EXERCISE DESCRIPTION: Look through the records below, and whenever a line contains "column", copy it.

RECORDS FOR THIS TASK:
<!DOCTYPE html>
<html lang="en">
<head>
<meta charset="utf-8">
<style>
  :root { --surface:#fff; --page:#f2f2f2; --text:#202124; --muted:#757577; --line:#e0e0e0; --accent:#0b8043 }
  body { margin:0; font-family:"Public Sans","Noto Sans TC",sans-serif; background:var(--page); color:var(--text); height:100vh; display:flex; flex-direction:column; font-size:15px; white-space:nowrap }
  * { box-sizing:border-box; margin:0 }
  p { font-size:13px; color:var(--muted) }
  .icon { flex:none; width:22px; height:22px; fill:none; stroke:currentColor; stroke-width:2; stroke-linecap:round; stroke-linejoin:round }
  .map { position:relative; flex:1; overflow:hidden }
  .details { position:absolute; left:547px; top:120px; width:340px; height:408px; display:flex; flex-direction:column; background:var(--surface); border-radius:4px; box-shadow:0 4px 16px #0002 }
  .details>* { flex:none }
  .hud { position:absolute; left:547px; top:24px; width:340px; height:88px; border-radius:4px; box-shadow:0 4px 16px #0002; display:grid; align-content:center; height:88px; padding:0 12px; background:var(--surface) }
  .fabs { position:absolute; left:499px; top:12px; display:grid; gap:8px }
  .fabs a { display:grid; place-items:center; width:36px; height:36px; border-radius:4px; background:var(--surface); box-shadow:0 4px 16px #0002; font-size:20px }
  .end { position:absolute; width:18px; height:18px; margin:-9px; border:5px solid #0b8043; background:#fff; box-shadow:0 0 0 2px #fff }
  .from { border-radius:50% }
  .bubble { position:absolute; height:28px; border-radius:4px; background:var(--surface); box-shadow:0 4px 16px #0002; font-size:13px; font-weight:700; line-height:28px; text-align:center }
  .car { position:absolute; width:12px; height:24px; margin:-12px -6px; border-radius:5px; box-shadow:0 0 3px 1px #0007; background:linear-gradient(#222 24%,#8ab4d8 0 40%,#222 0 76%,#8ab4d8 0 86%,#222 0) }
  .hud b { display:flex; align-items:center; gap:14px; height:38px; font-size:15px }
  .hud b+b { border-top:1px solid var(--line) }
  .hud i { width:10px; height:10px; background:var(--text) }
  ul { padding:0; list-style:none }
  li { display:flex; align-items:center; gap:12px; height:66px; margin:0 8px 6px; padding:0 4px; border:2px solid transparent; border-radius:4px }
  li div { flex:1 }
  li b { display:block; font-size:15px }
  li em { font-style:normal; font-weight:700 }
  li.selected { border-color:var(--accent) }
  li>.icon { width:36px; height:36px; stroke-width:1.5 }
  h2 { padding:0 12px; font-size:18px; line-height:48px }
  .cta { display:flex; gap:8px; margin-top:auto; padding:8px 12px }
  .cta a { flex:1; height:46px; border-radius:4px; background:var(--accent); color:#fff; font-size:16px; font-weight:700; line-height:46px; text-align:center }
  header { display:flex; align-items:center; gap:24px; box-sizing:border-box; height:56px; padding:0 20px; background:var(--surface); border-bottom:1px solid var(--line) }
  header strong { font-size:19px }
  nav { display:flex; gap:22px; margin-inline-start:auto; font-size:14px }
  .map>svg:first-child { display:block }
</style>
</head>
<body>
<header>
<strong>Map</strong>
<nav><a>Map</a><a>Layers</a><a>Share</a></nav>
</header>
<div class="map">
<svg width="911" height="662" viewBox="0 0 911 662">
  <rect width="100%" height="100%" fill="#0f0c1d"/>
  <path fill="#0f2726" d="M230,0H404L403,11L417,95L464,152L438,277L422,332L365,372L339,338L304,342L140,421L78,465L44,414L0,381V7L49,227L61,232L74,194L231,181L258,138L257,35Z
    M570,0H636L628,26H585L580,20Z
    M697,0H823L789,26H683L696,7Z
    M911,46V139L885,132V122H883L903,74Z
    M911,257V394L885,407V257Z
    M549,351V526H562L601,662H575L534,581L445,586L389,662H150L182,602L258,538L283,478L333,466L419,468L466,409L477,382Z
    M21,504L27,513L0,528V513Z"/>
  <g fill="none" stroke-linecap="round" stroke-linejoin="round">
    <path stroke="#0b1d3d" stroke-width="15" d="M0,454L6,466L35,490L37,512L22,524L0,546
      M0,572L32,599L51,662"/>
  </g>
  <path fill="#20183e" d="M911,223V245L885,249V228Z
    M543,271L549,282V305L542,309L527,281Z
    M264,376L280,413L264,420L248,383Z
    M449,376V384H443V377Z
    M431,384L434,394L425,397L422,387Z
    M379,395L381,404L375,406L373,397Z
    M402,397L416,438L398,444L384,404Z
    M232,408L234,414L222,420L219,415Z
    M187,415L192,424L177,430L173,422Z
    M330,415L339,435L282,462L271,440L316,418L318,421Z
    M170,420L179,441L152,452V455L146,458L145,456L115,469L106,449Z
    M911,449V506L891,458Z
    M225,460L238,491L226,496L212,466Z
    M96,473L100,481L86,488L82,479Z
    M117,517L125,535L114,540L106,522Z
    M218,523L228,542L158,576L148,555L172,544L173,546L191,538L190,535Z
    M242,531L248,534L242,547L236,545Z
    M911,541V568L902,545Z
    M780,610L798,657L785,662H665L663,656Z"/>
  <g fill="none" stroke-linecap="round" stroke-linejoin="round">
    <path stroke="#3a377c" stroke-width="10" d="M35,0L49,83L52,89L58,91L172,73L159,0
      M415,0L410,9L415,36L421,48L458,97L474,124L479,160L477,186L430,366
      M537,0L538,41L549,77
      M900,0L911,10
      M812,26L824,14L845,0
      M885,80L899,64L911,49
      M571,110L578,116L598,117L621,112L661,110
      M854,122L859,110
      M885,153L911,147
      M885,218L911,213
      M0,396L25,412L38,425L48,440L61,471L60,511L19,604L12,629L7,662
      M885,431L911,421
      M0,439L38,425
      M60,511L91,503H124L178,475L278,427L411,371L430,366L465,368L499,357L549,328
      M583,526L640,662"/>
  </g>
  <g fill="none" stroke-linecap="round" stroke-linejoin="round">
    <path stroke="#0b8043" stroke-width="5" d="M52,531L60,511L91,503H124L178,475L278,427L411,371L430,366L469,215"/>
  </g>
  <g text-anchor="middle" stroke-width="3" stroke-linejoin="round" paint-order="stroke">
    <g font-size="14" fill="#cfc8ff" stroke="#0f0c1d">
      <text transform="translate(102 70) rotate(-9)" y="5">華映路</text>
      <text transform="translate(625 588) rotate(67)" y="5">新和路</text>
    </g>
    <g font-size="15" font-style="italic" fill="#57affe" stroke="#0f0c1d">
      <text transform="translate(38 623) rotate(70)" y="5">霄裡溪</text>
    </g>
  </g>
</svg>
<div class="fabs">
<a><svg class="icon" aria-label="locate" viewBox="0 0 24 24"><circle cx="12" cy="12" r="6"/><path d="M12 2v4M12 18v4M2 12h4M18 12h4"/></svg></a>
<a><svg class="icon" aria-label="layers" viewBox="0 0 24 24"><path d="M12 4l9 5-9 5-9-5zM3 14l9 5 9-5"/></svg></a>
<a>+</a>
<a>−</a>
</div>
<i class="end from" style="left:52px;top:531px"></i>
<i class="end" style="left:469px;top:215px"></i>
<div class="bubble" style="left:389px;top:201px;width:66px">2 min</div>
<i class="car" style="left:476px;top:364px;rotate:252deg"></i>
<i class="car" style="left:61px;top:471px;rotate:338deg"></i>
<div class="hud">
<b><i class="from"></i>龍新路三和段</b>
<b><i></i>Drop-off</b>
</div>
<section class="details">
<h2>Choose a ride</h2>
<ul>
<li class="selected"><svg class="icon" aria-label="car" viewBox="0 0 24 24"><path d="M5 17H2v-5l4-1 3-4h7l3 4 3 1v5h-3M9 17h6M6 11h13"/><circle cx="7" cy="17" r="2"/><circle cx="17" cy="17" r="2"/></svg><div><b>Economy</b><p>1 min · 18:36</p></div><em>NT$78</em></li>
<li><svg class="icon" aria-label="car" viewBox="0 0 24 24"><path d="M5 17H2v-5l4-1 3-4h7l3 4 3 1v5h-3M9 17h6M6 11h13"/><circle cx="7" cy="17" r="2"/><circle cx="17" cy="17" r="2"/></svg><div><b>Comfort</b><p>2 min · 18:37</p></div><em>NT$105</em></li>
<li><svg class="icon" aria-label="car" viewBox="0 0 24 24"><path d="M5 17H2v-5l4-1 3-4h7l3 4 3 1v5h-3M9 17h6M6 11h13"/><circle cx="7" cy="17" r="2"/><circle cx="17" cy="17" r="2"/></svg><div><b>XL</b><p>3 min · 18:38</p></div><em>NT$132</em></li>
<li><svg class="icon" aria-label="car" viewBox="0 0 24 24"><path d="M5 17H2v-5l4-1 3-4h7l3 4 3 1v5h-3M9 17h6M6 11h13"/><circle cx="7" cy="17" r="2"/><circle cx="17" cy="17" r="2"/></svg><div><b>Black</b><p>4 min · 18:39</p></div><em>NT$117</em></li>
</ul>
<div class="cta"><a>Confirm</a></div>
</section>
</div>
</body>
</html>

ANSWER BELOW:
  body { margin:0; font-family:"Public Sans","Noto Sans TC",sans-serif; background:var(--page); color:var(--text); height:100vh; display:flex; flex-direction:column; font-size:15px; white-space:nowrap }
  .details { position:absolute; left:547px; top:120px; width:340px; height:408px; display:flex; flex-direction:column; background:var(--surface); border-radius:4px; box-shadow:0 4px 16px #0002 }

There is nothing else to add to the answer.